» Material for this exercise
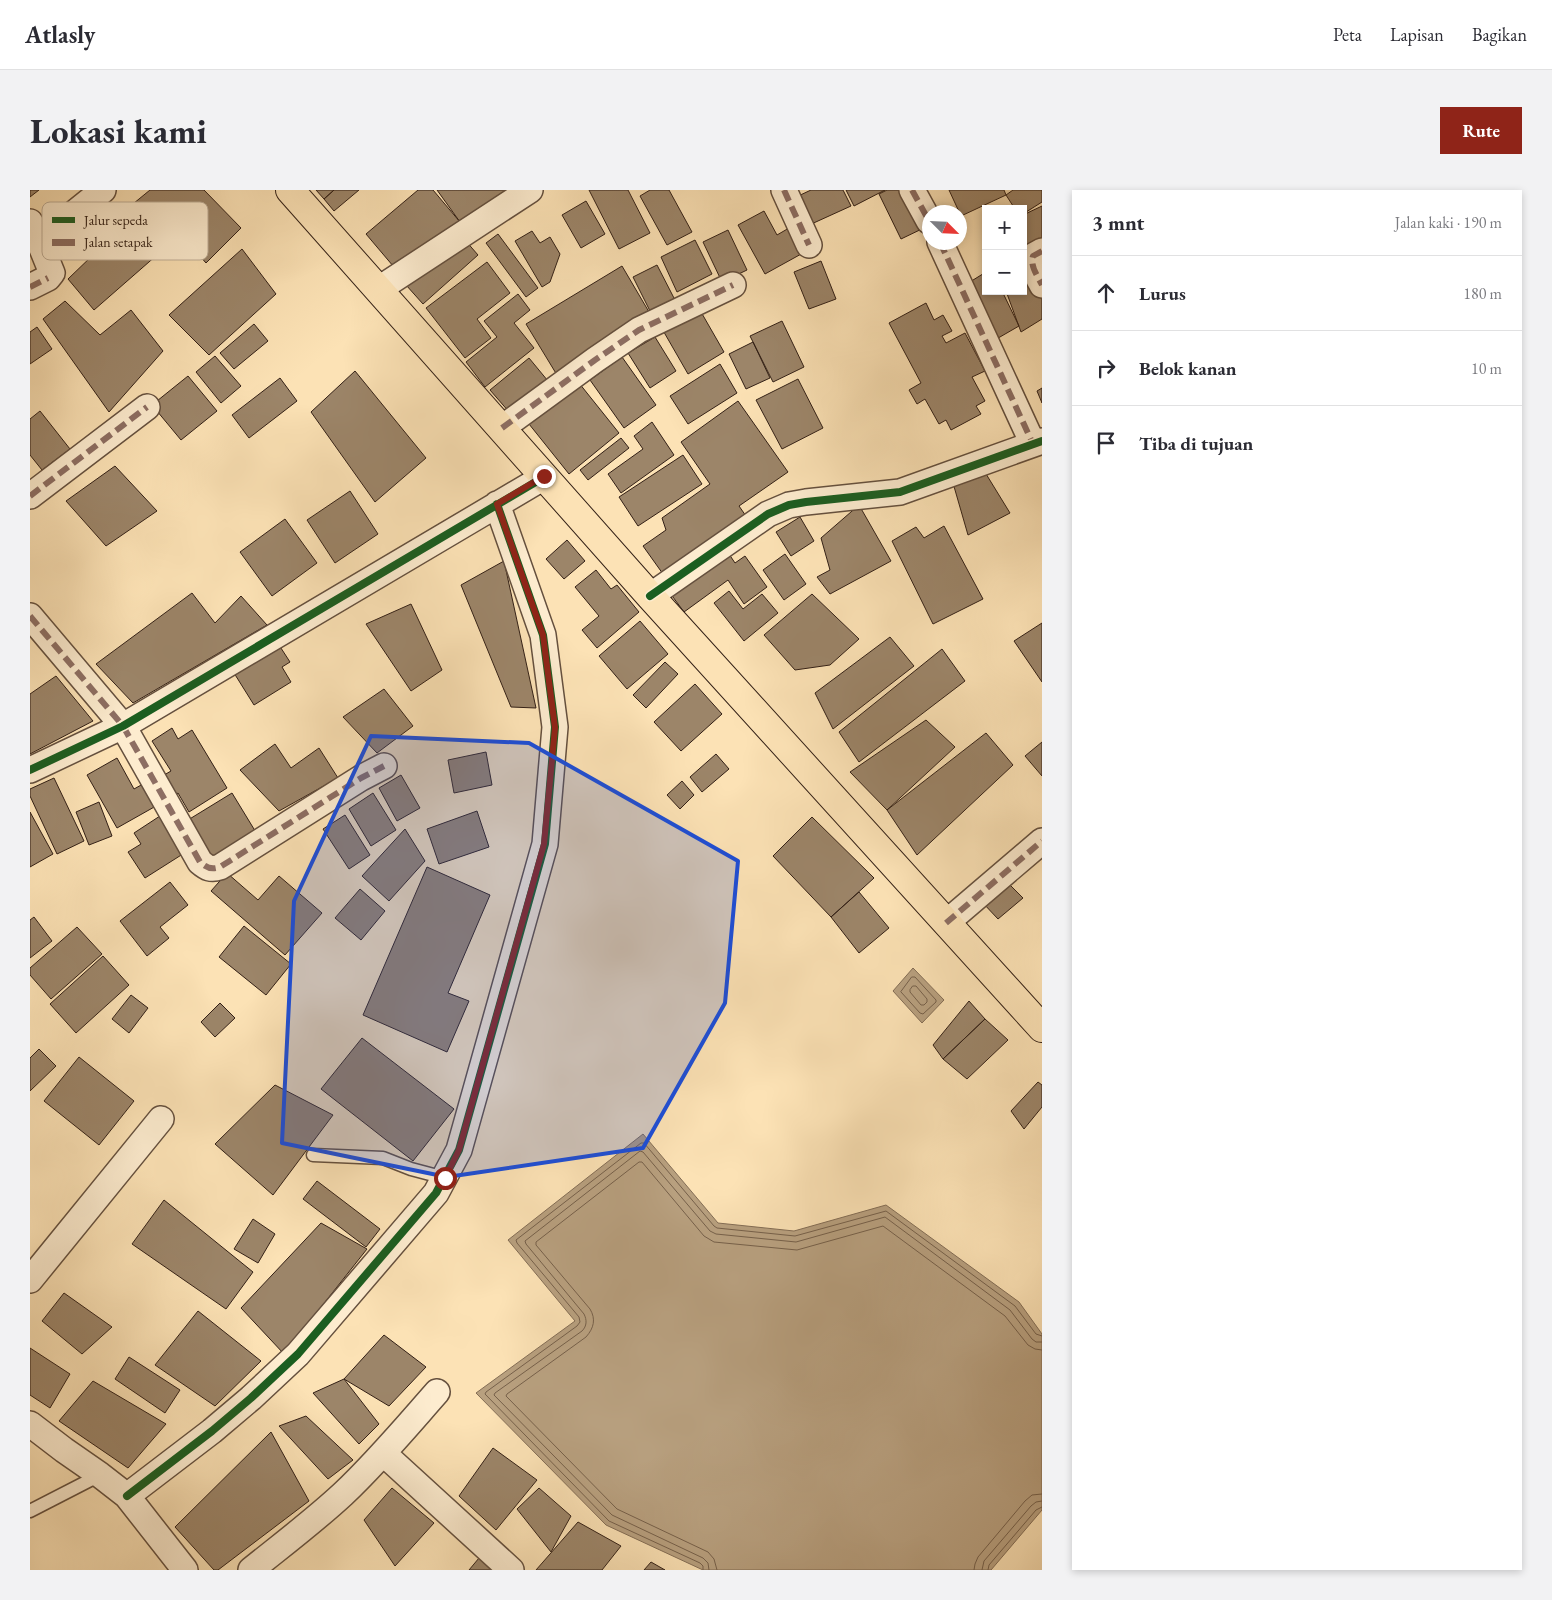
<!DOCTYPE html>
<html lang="id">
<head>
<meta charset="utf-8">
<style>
  body { margin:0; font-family:"EB Garamond",serif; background:#f2f2f3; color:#2b2b33 }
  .controls { position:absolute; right:15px; top:15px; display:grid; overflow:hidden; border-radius:0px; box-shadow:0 2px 8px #0003 }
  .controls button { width:45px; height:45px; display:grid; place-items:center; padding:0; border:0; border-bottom:1px solid #e1e1e2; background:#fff; color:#2b2b33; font:25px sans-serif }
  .compass { position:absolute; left:892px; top:15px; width:45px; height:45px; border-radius:50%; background:#fff; box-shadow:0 2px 8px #0003; rotate:114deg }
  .stop { position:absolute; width:15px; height:15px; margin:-11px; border:4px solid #8f2418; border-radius:50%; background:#fff }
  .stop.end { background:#8f2418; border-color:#fff; box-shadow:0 1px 5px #0008 }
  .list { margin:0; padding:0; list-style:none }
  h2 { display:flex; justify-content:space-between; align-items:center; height:65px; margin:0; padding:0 20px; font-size:21px }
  h2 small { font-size:16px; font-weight:400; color:#7c7c81 }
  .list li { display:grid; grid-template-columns:32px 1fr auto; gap:15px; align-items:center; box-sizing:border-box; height:75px; padding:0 20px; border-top:1px solid #e1e1e2 }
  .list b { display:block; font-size:19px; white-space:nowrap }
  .list em { font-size:16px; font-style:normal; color:#7c7c81 }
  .icon { flex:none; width:28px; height:28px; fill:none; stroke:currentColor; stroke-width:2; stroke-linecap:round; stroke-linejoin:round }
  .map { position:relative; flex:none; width:1012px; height:1380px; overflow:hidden; border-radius:0px }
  header { display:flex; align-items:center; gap:30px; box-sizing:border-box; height:70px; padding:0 25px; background:#fff; border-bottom:1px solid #e1e1e2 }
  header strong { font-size:24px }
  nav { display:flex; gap:28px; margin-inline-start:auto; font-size:18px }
  .intro { display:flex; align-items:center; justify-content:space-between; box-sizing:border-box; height:120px; padding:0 30px }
  h1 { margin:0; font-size:35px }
  .button { padding:12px 22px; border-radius:0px; background:#8f2418; color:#fff; font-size:18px; font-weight:700 }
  main { display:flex; gap:30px; padding:0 30px }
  aside { flex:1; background:#fff; border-radius:0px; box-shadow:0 2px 8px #0003 }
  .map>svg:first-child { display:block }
  .water { fill:#b8a07f; stroke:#836d55 }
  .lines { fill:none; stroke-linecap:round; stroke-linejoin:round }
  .shore { stroke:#76604a; stroke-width:1 }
  .building { fill:#9c8569; stroke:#332016 }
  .lane-casing { stroke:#65503e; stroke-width:15 }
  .street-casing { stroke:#65503e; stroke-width:28 }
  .highway-casing { stroke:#332016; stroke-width:30 }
  .lane { stroke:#fdeccf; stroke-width:12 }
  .street { stroke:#fdeccf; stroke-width:25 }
  .highway { stroke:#fce2b5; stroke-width:28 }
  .quiet { stroke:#8d6e63; stroke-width:6; stroke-dasharray:12 6; stroke-linecap:butt }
  .cycleway-casing { stroke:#fdeccf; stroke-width:11 }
  .cycleway { stroke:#1b5e20; stroke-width:8 }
  .route { stroke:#8f2418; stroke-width:6 }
  .marked { fill:#1d4ed8; fill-opacity:0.2; stroke:#1d4ed8; stroke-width:4; stroke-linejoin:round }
  .key { fill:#fdeccf; stroke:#c0af98; stroke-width:1 }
  .key-label { font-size:14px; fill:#332016 }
</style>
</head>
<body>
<header>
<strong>Atlasly</strong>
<nav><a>Peta</a><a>Lapisan</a><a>Bagikan</a></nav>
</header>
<div class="intro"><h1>Lokasi kami</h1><a class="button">Rute</a></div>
<main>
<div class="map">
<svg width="1012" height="1380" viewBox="0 0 1012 1380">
  <rect width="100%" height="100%" fill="#fce2b5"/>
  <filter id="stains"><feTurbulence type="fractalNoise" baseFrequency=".004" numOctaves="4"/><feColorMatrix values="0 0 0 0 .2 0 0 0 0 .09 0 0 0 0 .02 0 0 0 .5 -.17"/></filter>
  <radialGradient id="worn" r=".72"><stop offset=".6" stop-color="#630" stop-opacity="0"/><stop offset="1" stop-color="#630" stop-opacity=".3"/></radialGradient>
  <path class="water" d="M883 778 914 810 892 833 863 801Z
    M613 944 688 1033 764 1041 856 1015 989 1112 1012 1144V1320L961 1380H673L576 1335 446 1203 545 1131 478 1050Z"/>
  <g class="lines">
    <path class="shore" d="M882 787H885L906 810V812L893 824 890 823 871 802Z
      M883 796H886L897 809V812L894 815H891L880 802V800Z
      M673 1380V1376L670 1373 579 1331 455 1204 456 1202 547 1136 550 1132 549 1127 487 1053 486 1050 611 953H614L684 1036 687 1038 765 1046 856 1021 985 1116 1006 1144 1012 1146
      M679 1380 678 1373 673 1368 582 1325 464 1205 465 1203 552 1141C557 1136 557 1130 554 1124L496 1054 495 1051 610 961 613 962 680 1041 686 1044 766 1052 855 1027 980 1120 1002 1149 1006 1152H1012
      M687 1380 684 1369 678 1362 587 1319 476 1206 477 1204 556 1147C564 1138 566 1129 560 1119L506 1055V1052L609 972H612L674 1046 684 1052 767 1060 853 1036 975 1126 998 1155 1005 1159 1012 1160
      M944 1380 945 1374 948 1367 995 1311 1002 1305 1012 1304
      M952 1380 954 1371 1001 1316 1006 1312 1012 1311
      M958 1380 959 1375 1006 1320 1012 1317"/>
  </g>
  <path class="building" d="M0 0H9L0 7Z
    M120 0H174L211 38 176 73 151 44 64 120 38 89 65 63 54 54Z
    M286 0H304L294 9Z
    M304 0H329L304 21 294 9Z
    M388 0H403L430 32 369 83 336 44Z
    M407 0H476L430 32Z
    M559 0H598L620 43 589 59Z
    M620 0H639L662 42 637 55 610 6Z
    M781 0H813L821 16 777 36 764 8Z
    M816 0H855L824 16Z
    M857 0H880L898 36 871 49 849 4Z
    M919 0H974L976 5 931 26Z
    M983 0H1012V12L993 24V19H985L976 5Z
    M556 11 575 44 551 58 532 25Z
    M1012 16V54L1001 66 993 48V25Z
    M734 21 747 45 759 38 773 63 735 84 708 35Z
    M698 40 717 80 692 92 673 52Z
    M502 41 510 53 520 47 530 64 520 92 512 97 485 51Z
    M468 44 508 98 496 107 456 53Z
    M435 50 448 65 393 114 376 95Z
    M665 50 682 84 647 102 631 67Z
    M212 59 246 104 179 165 139 125Z
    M791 71 806 109 779 119 764 82Z
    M457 72 480 103 447 129 461 148 435 168 396 118Z
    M627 75 645 110 621 123 603 87Z
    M592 76 622 127 527 185 496 134Z
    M999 81 1012 108V129L991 142 976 101H993V83Z
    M956 82V101H972L989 136 963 151 935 95Z
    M488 104 500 120 484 133 504 158 455 197 436 172 467 147 454 131Z
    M35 111 70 145 101 120 133 161 79 222 13 129Z
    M896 113 904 130 913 125 922 141 912 146 916 153 935 143 955 181 942 187 955 211 946 216 951 224 921 240 916 230 909 234 895 209 887 214 879 200 891 193 859 133Z
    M667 115 694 162 658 184 631 137Z
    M752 131 774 177 743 192 720 146Z
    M224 134 238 151 204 179 190 163Z
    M7 137 22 159 0 174V142Z
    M625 147 646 181 620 198 598 163Z
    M723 152 740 188 716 199 699 164Z
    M185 166 211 196 191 213 166 182Z
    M592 167 626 215 594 238 560 190Z
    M499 168 518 191 480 223 460 200Z
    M690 174 707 203 658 234 640 206Z
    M325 181 396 268 345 312 281 222Z
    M158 186 187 221 151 250 122 215Z
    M250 188 267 211 219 248 202 225Z
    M768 189 793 238 752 259 726 210Z
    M549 193 589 243 539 284 499 234Z
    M1012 198V213L1007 201Z
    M708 211 758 282 709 316 716 326 633 384 613 356 636 340 632 328 680 294 651 252Z
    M10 221 40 259 12 280 0 265V229Z
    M622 232 644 265 591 303 578 284 613 259 604 246Z
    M591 248 599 258 558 290 550 280Z
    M653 265 672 294 608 336 589 307Z
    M85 276 127 321 76 356 36 311Z
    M953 279 980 323 938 345 923 293Z
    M320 301 348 344 305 373 277 330Z
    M829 315 861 371 800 404 787 387 800 380 791 348Z
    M770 327 784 351 761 366 746 342Z
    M255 329 287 373 242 406 210 362Z
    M914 336 953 409 903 434 862 351 886 337 894 348Z
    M537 350 555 371 534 389 516 369Z
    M695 358 705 373 715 366 737 397 714 414 698 390 654 422 637 399Z
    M755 364 776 394 754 410 733 380Z
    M474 371 506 518 481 517 431 395Z
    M566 380 581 399 587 395 609 422 567 458 552 440 569 426 545 397Z
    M699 401 713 419 732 404 748 423 714 451 684 413Z
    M162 403 185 433 211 406 237 435 103 513 66 474Z
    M782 404 829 449 800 475 765 480 734 445Z
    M381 414 412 480 381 501 336 434Z
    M610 431 638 464 597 499 569 466Z
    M1012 433V492L984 451Z
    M860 447 884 476 803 539 785 503Z
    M249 455 260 472 252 477 261 492 224 515 204 483Z
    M912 459 935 491 829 572 809 542Z
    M635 472 648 484 616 518 603 505Z
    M26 486 63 531 0 564V504Z
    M665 494 692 524 651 561 624 532Z
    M354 499 383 536 347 563 313 527Z
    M896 530 925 557 857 620 820 582Z
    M142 538 148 549 162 540 197 598 159 622 148 603 141 608 129 588 141 581 122 551Z
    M956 543 983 575 887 665 857 620Z
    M1012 552V586L995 566Z
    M245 554 261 578 289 558 308 588 249 621 210 580Z
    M456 562 462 595 424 603 418 570Z
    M686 564 699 579 672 602 660 587Z
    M87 568 104 599 113 594 126 616 87 638 57 585Z
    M371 585 390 618 367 631 349 598Z
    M24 588 54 651 27 664 0 606V599Z
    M652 591 664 605 650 619 637 605Z
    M202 603 227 644 183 671 158 630Z
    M343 603 366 640 341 656 319 619Z
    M69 612 82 646 59 655 46 622Z
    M447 621 459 657 409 674 397 639Z
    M0 622 23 664 0 677Z
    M133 624 156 662 115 688 98 662 111 654 104 643Z
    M315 625 340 665 319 679 293 639Z
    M782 627 844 688 801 727 743 666Z
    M375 639 395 671 359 711 332 686Z
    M397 677 460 705 418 803 439 811 417 862 333 825Z
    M197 683 228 710 249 686 292 723 255 765 181 701Z
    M976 691 993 708 968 729 952 712Z
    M140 692 158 715 130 737 139 748 117 766 90 731Z
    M330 699 355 721 331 750 305 728Z
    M829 702 859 738 829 763 801 727Z
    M4 727 22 751 0 768V730Z
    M214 736 261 774 236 805 189 767Z
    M47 737 72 764 21 809 0 785V778Z
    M73 766 99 795 46 843 20 814Z
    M101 805 118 818 99 843 82 829Z
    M939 811 955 829 913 869 903 855Z
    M190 813 205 828 185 847 171 832Z
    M955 829 978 850 937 889 913 869Z
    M332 848 424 919 383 971 291 899Z
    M9 859 26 876 0 901V868Z
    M49 867 104 911 69 955 14 911Z
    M1008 892 1012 895V917L994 939 981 921Z
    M245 895 303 925 243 1005 185 954Z
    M287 991 350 1039 336 1057 273 1009Z
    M134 1010 223 1082 196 1119 102 1054Z
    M223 1029 245 1044 228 1073 204 1059Z
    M291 1033 337 1059 254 1164 211 1118Z
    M34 1103 82 1137 52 1164 12 1131Z
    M168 1121 231 1171 185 1216 125 1175Z
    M354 1145 396 1177 359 1216 314 1189Z
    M0 1158 40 1184 20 1218 0 1205Z
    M99 1167 150 1200 135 1223 85 1189Z
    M314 1189 349 1234 329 1254 283 1203Z
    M63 1191 136 1234 98 1278 29 1231Z
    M276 1226 323 1270 298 1289 249 1236Z
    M241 1242 279 1311 188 1380H184L145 1337Z
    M463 1258 507 1290 466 1340 429 1306Z
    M362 1298 404 1333 365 1376 334 1330Z
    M509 1298 541 1326 521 1362 487 1319Z
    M548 1332 591 1356 572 1380H506Z
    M449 1368 465 1380H439Z
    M621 1372 635 1380H614Z"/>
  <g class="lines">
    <g class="lane-casing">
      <path id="lane" d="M283 965 353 968 381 979 415 988
        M0 1321 70 1285"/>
    </g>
    <g class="street-casing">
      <path id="street" d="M754 0 779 55
        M882 0 899 31
        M0 32 11 50 73 0
        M910 52 1003 254
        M1012 61 1003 66C1000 76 1007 85 1012 95
        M0 97 18 88 22 83 11 56V50
        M349 99 500 0
        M472 238 565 170 609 140 703 95
        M0 306 117 217
        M620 406 738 324 759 315 776 312 870 302 1012 251
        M0 426 93 536 170 672C177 678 181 680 190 677L331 588 354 576
        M0 580 93 536 514 287
        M916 733 1012 651
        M0 1090 131 929
        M0 1234 34 1260 70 1285 97 1306 155 1380
        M353 1263 481 1380
        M97 1306 182 1241 221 1208 268 1164 406 1003 429 960 515 654 525 537 513 445 467 314
        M221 1380C252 1355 284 1331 313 1304 347 1272 377 1236 407 1202"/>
    </g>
    <g class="highway-casing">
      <path id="highway" d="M260 0 620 406 1012 838"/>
    </g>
    <use href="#lane" class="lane"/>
    <use href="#street" class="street"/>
    <use href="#highway" class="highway"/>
    <path class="quiet" d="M754 0 779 55
      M882 0 899 31
      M910 52 1003 254
      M1012 61 1003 66C1000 76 1007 85 1012 95
      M0 97 18 88
      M472 238 565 170 609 140 703 95
      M0 306 117 217
      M0 426 93 536 170 672C177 678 181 680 190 677L331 588 354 576
      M916 733 1012 651"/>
    <g class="cycleway-casing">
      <path id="cycleway" d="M620 406 738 324 759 315 776 312 870 302 1012 251
        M0 580 93 536 514 287
        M97 1306 182 1241 221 1208 268 1164 406 1003 429 960 515 654 525 537 513 445 467 314"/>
    </g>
    <use href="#cycleway" class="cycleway"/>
  </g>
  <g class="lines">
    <path class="route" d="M415 988 429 960 514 654 525 538 513 445 467 314 514 286"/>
  </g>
  <path class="marked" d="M341 546 499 553 708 671 695 813 613 958 417 987 252 953 264 711Z"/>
  <rect x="12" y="12" width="166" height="58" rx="8" class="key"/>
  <rect x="22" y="27" width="23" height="6" fill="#1b5e20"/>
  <rect x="22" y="49" width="23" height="7" fill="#8d6e63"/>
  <g class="key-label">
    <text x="54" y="35">Jalur sepeda</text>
    <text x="54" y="57">Jalan setapak</text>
  </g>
  <rect width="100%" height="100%" filter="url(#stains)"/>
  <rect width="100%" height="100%" fill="url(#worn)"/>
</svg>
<div class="controls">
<button>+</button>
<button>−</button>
</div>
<svg class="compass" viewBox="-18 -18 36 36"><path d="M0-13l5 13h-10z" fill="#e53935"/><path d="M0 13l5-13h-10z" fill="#7c7c81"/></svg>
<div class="stop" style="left:415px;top:988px"></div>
<div class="stop end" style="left:514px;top:286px"></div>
</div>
<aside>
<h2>3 mnt<small>Jalan kaki · 190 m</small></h2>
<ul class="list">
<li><svg class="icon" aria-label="ahead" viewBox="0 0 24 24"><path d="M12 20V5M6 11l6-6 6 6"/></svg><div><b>Lurus</b></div><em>180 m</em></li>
<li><svg class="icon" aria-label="right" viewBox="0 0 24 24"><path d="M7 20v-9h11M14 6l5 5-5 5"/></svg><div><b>Belok kanan</b></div><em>10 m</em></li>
<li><svg class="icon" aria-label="arrive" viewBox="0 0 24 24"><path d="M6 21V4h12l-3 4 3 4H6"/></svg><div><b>Tiba di tujuan</b></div></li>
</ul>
</aside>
</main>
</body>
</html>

» Task details
In the entries above, identify every line with the word "absolute". Copy those lines.

» Response area
  .controls { position:absolute; right:15px; top:15px; display:grid; overflow:hidden; border-radius:0px; box-shadow:0 2px 8px #0003 }
  .compass { position:absolute; left:892px; top:15px; width:45px; height:45px; border-radius:50%; background:#fff; box-shadow:0 2px 8px #0003; rotate:114deg }
  .stop { position:absolute; width:15px; height:15px; margin:-11px; border:4px solid #8f2418; border-radius:50%; background:#fff }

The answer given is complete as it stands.